Other threads on here have suggested using model.predict(training_data), but this won't work for my situation since I am using dropout at training and validation, so neurons are randomly dropped and predicting again with the same data will give a different result.
def get_model():
inputs = tf.keras.layers.Input(shape=(input_dims,))
x = tf.keras.layers.Dropout(rate=dropout_rate)(inputs, training=True)
x = tf.keras.layers.Dense(units=29, activation='relu')(x)
x = tf.keras.layers.Dropout(rate=dropout_rate)(x, training=True)
x = tf.keras.layers.Dense(units=15, activation='relu')(x)

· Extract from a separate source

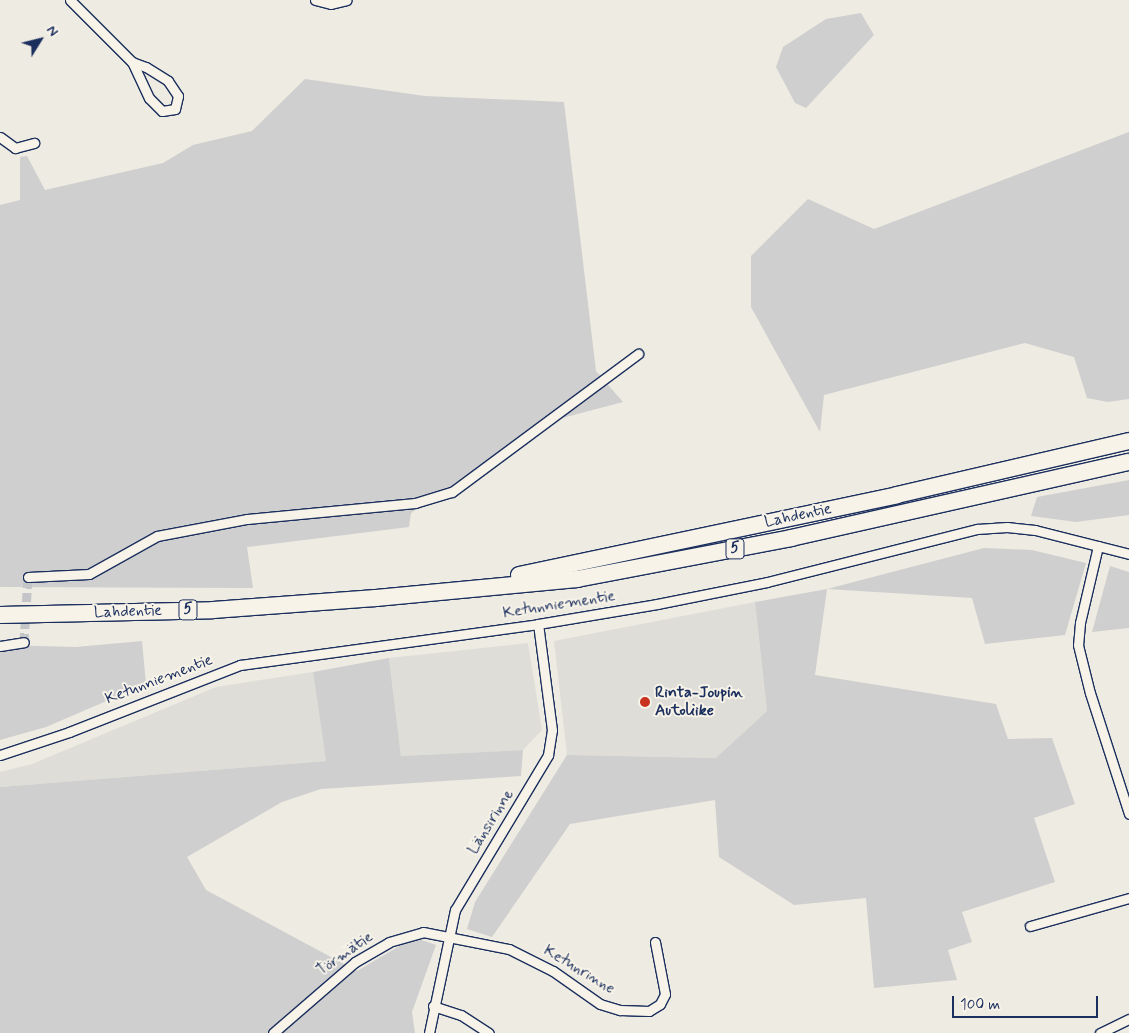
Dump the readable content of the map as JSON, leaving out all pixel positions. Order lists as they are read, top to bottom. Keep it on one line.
{"streets":{"highway":["Lahdentie","5"],"street":["Ketunniementie","Länsirinne","Törmätie","Ketunrinne"]},"crossings":[["Ketunniementie","Länsirinne"],["Länsirinne","Törmätie"],["Länsirinne","Ketunrinne"],["Törmätie","Ketunrinne"]],"places":["Rinta-Joupin Autoliike"],"scale_bar":"100 m","north":"top right"}
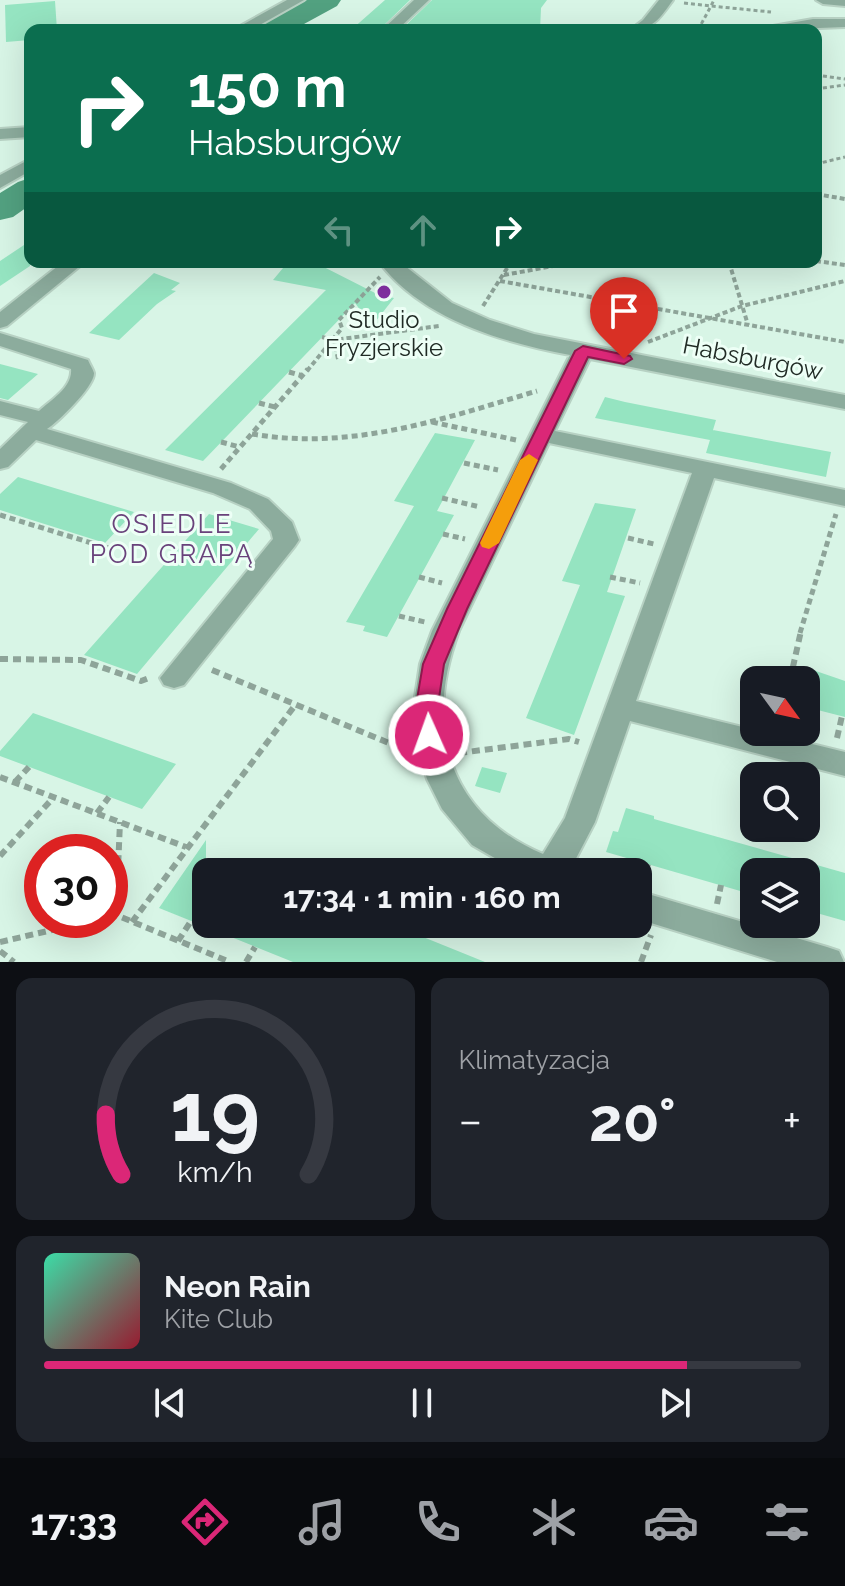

outputs = tf.keras.layers.Dense(2, activation='softmax')(x)
model = tf.keras.Model(inputs=inputs, outputs=outputs)
model.compile(optimizer='adam',
loss='sparse_categorical_crossentropy',
metrics=['sparse_categorical_accuracy'])
return model
myModel = get_model()
myModel.summary()
myModel.fit(X_train, y_train,
batch_size = batch_size,
epochs= epochs,
verbose = 1,
validation_data = (X_val, y_val))
In tensorflow, you can grab the output of a model after training quite easily. Here is an example from a Github repo:
input = tf.placeholder(tf.float32, shape=[None, INPUT_DIMS])
labels = tf.placeholder(tf.float32, shape=[None])
hidden = tf.nn.tanh(make_nn_layer(normalized, NUM_HIDDEN))
logits = make_nn_layer(hidden, NUM_CLASSES)
outputs = tf.argmax(logits, 1)
int_labels = tf.to_int64(labels)
cross_entropy = tf.nn.sparse_softmax_cross_entropy_with_logits(logits, int_labels, name='xentropy')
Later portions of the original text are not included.